Start at the first line of the material below and retype each line through the one containing "position:absolute; right:21px; bottom:21px;", exactly.

+++++

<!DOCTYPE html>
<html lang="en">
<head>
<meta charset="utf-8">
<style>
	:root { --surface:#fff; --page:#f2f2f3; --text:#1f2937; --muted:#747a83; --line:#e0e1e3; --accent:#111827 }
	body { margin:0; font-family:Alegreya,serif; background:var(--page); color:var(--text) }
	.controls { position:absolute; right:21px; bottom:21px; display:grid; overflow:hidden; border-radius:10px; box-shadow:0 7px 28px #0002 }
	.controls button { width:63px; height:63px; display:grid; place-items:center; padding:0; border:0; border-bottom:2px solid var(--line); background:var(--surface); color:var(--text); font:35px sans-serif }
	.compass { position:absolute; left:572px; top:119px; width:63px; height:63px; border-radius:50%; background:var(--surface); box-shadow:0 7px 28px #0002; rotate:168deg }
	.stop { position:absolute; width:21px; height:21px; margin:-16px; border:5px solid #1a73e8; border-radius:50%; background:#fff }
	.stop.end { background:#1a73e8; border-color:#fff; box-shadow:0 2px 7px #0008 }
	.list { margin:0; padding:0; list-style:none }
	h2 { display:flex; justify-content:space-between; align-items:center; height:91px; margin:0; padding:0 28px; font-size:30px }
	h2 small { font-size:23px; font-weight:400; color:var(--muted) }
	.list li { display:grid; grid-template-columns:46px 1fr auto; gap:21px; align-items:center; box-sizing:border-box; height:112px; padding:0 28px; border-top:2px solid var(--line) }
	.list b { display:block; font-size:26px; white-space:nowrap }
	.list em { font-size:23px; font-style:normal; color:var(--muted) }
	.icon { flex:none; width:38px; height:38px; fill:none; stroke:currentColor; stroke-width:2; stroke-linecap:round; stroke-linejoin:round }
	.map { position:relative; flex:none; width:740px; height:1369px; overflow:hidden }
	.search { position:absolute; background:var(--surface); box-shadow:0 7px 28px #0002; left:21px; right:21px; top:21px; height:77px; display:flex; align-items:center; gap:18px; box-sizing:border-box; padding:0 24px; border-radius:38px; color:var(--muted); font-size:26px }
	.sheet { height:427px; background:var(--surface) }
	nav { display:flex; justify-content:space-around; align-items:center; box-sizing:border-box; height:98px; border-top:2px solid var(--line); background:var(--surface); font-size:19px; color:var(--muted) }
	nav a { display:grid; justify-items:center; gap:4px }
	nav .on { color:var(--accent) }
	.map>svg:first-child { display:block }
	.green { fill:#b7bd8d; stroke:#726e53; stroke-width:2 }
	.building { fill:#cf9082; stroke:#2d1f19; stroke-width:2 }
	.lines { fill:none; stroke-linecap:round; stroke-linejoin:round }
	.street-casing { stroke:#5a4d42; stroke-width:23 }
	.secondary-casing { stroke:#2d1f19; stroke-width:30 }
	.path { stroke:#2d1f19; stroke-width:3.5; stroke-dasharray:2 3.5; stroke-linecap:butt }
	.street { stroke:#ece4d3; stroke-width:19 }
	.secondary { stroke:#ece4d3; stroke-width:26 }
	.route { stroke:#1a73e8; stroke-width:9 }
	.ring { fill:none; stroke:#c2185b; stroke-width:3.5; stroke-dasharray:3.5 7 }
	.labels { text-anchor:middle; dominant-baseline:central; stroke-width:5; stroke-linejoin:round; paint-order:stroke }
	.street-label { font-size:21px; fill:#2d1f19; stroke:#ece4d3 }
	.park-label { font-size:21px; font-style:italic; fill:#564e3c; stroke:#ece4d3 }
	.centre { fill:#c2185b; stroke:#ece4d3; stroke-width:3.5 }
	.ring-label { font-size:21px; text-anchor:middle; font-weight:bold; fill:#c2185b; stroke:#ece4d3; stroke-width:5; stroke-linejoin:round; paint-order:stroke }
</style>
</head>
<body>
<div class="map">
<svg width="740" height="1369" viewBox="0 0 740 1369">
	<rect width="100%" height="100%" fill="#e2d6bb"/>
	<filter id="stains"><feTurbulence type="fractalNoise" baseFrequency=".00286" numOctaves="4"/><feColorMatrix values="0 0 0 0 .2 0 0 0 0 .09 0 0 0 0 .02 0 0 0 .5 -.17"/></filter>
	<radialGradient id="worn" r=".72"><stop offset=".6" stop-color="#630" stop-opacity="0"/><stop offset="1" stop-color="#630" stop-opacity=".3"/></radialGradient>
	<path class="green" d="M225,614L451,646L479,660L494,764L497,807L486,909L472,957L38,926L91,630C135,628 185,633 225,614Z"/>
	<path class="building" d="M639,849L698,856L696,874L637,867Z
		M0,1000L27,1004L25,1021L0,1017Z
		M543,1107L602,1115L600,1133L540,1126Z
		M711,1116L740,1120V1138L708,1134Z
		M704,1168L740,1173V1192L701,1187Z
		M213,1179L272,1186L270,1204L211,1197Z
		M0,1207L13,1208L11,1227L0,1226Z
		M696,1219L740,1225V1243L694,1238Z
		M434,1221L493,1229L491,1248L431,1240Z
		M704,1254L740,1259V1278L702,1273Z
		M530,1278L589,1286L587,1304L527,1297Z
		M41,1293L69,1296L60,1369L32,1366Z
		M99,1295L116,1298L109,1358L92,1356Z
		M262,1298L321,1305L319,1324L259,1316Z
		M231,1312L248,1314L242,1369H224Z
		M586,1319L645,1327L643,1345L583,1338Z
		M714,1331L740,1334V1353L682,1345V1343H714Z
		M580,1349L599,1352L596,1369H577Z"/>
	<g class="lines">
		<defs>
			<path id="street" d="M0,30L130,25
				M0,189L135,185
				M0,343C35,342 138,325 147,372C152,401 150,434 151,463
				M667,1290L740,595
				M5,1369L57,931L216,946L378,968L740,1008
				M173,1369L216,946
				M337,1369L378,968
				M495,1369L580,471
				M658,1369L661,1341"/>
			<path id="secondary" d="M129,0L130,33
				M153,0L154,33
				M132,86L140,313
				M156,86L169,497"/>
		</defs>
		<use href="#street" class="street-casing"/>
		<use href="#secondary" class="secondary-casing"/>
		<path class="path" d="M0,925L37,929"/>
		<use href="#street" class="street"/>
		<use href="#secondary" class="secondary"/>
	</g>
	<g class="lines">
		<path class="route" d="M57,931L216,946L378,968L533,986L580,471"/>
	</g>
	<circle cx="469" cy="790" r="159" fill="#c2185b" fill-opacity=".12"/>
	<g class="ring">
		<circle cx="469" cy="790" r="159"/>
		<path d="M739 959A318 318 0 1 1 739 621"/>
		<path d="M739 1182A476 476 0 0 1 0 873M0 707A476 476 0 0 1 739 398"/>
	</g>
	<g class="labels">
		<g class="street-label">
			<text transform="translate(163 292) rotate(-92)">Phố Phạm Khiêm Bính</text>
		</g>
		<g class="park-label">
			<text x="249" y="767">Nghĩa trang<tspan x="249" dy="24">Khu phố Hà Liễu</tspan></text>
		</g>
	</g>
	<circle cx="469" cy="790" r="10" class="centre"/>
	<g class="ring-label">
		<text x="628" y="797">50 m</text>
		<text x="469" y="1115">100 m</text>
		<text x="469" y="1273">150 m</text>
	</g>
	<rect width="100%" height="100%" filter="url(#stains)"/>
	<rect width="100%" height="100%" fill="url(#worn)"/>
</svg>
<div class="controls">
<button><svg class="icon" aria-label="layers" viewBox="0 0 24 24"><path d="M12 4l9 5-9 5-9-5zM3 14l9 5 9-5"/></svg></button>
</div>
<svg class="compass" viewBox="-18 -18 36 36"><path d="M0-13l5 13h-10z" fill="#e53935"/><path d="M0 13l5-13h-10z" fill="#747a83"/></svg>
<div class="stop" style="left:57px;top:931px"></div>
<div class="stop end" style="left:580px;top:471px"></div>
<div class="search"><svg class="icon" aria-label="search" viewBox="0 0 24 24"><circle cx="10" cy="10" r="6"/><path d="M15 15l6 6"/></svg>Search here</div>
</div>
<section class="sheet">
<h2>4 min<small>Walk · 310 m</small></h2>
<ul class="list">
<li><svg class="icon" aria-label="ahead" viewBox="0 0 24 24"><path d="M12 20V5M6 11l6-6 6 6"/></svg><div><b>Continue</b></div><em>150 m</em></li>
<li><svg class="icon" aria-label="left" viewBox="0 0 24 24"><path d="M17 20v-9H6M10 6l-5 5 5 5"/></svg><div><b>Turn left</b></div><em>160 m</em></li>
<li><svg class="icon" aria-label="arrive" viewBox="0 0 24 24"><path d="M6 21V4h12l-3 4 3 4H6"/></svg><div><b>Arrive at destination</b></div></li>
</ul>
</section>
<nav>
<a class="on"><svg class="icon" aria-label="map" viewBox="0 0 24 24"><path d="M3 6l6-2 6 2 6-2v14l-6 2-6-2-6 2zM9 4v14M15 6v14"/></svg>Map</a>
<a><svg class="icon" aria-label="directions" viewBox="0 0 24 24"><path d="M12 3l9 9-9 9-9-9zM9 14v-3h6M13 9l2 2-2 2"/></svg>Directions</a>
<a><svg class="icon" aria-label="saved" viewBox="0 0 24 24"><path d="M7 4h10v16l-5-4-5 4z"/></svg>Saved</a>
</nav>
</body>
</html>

+++++

EXERCISE RESPONSE:
<!DOCTYPE html>
<html lang="en">
<head>
<meta charset="utf-8">
<style>
	:root { --surface:#fff; --page:#f2f2f3; --text:#1f2937; --muted:#747a83; --line:#e0e1e3; --accent:#111827 }
	body { margin:0; font-family:Alegreya,serif; background:var(--page); color:var(--text) }
	.controls { position:absolute; right:21px; bottom:21px; display:grid; overflow:hidden; border-radius:10px; box-shadow:0 7px 28px #0002 }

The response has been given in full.